- United Arab Emirates / Bangladesh
- Dates: 17 – 21 May 2025
- Captains: Muhammad Waseem / Litton Das

Twenty20 International series
- Results: United Arab Emirates won the 3-match series 2–1
- Most runs: Muhammad Waseem (145) / Tanzid Hasan (109)
- Most wickets: Muhammad Jawadullah (7) / Tanzim Hasan Sakib (4)
- Player of the series: Muhammad Waseem (UAE)

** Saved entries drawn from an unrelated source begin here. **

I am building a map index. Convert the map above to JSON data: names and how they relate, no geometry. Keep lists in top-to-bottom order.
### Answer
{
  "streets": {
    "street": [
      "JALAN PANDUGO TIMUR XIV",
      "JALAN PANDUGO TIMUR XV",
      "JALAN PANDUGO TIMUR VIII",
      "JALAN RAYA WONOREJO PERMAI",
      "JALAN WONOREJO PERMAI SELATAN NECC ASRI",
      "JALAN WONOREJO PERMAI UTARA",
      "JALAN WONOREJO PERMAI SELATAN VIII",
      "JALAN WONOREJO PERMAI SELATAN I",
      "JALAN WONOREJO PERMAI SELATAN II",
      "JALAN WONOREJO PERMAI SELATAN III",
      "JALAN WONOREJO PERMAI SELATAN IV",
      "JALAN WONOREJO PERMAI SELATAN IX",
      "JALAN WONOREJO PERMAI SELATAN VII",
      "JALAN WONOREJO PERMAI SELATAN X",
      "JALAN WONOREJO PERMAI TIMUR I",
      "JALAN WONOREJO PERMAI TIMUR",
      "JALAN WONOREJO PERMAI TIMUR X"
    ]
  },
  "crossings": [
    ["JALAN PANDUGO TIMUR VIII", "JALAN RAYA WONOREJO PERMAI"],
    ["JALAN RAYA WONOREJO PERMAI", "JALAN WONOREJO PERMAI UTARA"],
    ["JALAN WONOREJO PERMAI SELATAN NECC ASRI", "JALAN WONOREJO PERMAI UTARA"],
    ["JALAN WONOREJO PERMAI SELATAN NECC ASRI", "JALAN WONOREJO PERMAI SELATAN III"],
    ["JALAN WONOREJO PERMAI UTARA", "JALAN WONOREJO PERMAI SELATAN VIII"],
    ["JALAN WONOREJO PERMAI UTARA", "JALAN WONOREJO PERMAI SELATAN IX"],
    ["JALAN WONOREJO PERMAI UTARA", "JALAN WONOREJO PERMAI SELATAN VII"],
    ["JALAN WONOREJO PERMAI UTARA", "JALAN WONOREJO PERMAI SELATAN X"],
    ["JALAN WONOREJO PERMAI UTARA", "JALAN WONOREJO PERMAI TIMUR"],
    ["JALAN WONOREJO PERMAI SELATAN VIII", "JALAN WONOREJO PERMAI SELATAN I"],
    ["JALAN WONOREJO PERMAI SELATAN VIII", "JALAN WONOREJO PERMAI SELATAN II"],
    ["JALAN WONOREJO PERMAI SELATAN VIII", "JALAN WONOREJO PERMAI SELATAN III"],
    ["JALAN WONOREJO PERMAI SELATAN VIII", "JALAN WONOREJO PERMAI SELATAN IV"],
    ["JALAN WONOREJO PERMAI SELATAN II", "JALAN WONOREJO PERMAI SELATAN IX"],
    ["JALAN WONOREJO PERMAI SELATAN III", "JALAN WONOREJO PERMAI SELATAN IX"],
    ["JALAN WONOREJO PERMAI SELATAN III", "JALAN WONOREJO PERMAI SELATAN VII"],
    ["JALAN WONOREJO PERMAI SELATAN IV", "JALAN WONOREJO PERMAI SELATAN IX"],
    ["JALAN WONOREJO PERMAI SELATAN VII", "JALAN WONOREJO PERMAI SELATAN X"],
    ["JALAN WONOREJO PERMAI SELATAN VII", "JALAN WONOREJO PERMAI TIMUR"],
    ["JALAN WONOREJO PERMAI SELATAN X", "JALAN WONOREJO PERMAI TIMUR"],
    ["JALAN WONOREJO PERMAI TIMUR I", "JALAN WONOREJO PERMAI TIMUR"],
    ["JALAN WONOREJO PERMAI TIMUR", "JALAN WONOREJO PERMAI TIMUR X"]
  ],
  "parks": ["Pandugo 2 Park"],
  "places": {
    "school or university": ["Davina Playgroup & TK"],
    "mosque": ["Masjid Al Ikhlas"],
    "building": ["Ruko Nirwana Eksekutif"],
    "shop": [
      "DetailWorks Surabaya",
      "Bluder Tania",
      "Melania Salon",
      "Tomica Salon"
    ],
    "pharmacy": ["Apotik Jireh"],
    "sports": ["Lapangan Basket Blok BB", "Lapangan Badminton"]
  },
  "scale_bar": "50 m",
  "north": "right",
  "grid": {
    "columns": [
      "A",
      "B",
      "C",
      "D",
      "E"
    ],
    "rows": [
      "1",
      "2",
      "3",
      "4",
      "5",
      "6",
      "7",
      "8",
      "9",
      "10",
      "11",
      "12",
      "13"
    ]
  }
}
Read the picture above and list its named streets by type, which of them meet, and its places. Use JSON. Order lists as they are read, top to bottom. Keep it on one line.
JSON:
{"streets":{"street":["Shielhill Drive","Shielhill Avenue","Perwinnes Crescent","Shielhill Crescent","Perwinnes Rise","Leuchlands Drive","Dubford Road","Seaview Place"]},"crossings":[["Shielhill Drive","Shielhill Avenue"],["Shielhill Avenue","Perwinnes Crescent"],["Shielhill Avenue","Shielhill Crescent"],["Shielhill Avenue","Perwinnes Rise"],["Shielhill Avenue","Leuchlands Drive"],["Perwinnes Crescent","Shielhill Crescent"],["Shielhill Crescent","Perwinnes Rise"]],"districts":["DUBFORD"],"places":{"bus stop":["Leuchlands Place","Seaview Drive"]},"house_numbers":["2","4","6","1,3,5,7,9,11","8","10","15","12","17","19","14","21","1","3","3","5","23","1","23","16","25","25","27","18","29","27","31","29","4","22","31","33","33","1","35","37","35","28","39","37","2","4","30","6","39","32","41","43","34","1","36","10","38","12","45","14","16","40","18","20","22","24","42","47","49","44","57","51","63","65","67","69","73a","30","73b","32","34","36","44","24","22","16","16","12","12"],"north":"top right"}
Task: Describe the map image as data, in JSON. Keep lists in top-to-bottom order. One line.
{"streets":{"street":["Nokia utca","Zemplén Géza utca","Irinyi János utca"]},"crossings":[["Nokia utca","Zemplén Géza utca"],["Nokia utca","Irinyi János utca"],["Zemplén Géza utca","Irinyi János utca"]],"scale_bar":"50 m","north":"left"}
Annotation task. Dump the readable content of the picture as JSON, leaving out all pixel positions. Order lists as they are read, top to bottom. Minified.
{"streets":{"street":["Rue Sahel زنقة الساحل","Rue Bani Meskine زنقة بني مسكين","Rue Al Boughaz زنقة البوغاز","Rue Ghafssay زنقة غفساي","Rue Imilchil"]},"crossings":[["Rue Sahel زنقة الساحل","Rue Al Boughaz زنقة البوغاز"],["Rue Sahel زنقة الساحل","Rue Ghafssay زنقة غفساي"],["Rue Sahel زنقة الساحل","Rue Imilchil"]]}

= Bangladeshi cricket team in the United Arab Emirates in 2025 =

International cricket tour

The Bangladesh men's cricket team toured the United Arab Emirates in May 2025 to play against the United Arab Emirates national team. The tour consisted of three Twenty20 International (T20I) matches. The matches were played at the Sharjah Cricket Stadium in Sharjah. In May 2025, the Emirates Cricket Board (ECB) announced the schedule of the series. The series originally had only two matches scheduled, but a third match was added to the series after the completion of the first T20I.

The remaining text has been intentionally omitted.